#### What to produce:
Keeping every word the same, return the listing from its first line until the line holding "M533,141L582,252L525,276L476,164Z" has been returned as well.

#### Data to use:
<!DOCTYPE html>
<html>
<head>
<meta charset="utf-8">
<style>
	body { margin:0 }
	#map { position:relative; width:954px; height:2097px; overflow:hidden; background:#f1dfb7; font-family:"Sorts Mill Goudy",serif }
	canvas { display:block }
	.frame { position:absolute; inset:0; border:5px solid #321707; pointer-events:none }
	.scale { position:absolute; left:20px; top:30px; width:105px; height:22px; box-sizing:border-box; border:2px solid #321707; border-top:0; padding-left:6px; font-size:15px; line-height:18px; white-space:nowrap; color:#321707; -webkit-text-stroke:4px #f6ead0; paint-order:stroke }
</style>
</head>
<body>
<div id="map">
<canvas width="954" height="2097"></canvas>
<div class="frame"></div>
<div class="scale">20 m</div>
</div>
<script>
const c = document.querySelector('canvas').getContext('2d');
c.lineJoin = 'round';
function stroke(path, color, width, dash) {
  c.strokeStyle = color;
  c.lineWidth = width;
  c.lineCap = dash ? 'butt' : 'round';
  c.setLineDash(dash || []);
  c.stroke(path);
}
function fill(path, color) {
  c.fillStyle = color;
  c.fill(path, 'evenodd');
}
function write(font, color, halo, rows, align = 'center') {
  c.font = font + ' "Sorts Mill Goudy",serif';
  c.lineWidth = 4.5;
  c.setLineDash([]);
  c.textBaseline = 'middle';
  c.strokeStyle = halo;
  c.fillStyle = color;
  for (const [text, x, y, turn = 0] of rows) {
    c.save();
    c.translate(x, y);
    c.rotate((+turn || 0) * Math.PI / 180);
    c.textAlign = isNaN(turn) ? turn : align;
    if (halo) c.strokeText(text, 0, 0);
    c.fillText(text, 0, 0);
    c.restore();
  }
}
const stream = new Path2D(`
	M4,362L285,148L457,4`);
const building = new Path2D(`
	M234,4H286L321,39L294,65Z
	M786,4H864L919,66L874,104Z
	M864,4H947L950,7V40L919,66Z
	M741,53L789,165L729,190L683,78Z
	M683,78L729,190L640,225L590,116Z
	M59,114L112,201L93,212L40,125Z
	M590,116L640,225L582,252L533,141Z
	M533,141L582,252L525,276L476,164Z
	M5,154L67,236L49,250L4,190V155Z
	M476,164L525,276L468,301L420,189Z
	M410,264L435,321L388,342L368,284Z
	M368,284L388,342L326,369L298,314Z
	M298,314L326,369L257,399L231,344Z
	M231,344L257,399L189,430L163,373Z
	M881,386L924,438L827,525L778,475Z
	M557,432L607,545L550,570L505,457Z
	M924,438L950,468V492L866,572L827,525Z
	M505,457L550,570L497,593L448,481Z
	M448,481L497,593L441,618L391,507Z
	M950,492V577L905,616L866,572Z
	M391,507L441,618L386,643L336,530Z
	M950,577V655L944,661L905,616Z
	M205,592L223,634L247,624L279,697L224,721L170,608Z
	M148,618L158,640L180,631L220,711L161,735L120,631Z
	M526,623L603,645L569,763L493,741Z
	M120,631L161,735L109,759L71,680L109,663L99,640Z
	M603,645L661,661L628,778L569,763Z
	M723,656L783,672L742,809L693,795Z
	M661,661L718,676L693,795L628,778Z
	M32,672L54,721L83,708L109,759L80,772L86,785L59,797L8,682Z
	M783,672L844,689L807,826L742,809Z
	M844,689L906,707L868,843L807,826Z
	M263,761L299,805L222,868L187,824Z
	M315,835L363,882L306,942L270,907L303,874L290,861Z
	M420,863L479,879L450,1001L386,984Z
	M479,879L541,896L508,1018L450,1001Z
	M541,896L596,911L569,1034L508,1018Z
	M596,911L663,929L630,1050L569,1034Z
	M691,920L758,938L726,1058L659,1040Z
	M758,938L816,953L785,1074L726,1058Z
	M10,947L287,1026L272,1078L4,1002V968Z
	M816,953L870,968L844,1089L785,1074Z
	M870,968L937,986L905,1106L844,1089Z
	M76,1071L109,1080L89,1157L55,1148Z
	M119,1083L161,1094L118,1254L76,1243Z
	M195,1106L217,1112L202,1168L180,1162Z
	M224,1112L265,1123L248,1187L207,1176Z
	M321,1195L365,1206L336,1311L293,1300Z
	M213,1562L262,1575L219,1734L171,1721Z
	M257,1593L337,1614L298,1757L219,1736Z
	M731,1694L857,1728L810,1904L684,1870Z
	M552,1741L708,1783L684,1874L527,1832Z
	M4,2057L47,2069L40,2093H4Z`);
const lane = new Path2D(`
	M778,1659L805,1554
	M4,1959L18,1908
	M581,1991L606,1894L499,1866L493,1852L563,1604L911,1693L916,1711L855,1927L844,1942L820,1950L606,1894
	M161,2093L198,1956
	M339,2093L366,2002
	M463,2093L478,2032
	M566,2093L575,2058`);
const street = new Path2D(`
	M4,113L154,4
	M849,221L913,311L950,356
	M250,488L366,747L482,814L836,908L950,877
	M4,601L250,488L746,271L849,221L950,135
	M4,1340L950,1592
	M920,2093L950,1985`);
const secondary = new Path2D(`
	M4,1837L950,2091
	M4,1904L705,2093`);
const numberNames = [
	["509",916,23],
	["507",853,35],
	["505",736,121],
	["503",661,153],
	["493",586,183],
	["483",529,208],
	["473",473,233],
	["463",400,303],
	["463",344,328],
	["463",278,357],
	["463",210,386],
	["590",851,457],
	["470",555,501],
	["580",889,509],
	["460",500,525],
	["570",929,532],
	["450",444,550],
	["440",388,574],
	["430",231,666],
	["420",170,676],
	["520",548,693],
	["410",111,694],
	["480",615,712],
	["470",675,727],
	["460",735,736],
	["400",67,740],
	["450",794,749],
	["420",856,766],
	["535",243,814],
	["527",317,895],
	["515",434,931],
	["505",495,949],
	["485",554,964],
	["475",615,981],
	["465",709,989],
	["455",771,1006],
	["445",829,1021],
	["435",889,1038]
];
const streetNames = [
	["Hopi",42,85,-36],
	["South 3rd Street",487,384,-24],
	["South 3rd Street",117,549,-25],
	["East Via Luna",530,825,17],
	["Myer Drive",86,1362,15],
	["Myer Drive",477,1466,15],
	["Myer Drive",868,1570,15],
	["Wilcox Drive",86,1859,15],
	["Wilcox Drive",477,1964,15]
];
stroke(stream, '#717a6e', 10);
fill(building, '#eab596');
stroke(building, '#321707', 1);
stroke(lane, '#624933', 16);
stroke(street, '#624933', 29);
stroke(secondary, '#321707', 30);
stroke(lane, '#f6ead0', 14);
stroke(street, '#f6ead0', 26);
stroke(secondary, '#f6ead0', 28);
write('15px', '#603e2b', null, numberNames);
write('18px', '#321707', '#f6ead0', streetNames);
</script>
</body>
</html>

#### Exercise response:
<!DOCTYPE html>
<html>
<head>
<meta charset="utf-8">
<style>
	body { margin:0 }
	#map { position:relative; width:954px; height:2097px; overflow:hidden; background:#f1dfb7; font-family:"Sorts Mill Goudy",serif }
	canvas { display:block }
	.frame { position:absolute; inset:0; border:5px solid #321707; pointer-events:none }
	.scale { position:absolute; left:20px; top:30px; width:105px; height:22px; box-sizing:border-box; border:2px solid #321707; border-top:0; padding-left:6px; font-size:15px; line-height:18px; white-space:nowrap; color:#321707; -webkit-text-stroke:4px #f6ead0; paint-order:stroke }
</style>
</head>
<body>
<div id="map">
<canvas width="954" height="2097"></canvas>
<div class="frame"></div>
<div class="scale">20 m</div>
</div>
<script>
const c = document.querySelector('canvas').getContext('2d');
c.lineJoin = 'round';
function stroke(path, color, width, dash) {
  c.strokeStyle = color;
  c.lineWidth = width;
  c.lineCap = dash ? 'butt' : 'round';
  c.setLineDash(dash || []);
  c.stroke(path);
}
function fill(path, color) {
  c.fillStyle = color;
  c.fill(path, 'evenodd');
}
function write(font, color, halo, rows, align = 'center') {
  c.font = font + ' "Sorts Mill Goudy",serif';
  c.lineWidth = 4.5;
  c.setLineDash([]);
  c.textBaseline = 'middle';
  c.strokeStyle = halo;
  c.fillStyle = color;
  for (const [text, x, y, turn = 0] of rows) {
    c.save();
    c.translate(x, y);
    c.rotate((+turn || 0) * Math.PI / 180);
    c.textAlign = isNaN(turn) ? turn : align;
    if (halo) c.strokeText(text, 0, 0);
    c.fillText(text, 0, 0);
    c.restore();
  }
}
const stream = new Path2D(`
	M4,362L285,148L457,4`);
const building = new Path2D(`
	M234,4H286L321,39L294,65Z
	M786,4H864L919,66L874,104Z
	M864,4H947L950,7V40L919,66Z
	M741,53L789,165L729,190L683,78Z
	M683,78L729,190L640,225L590,116Z
	M59,114L112,201L93,212L40,125Z
	M590,116L640,225L582,252L533,141Z
	M533,141L582,252L525,276L476,164Z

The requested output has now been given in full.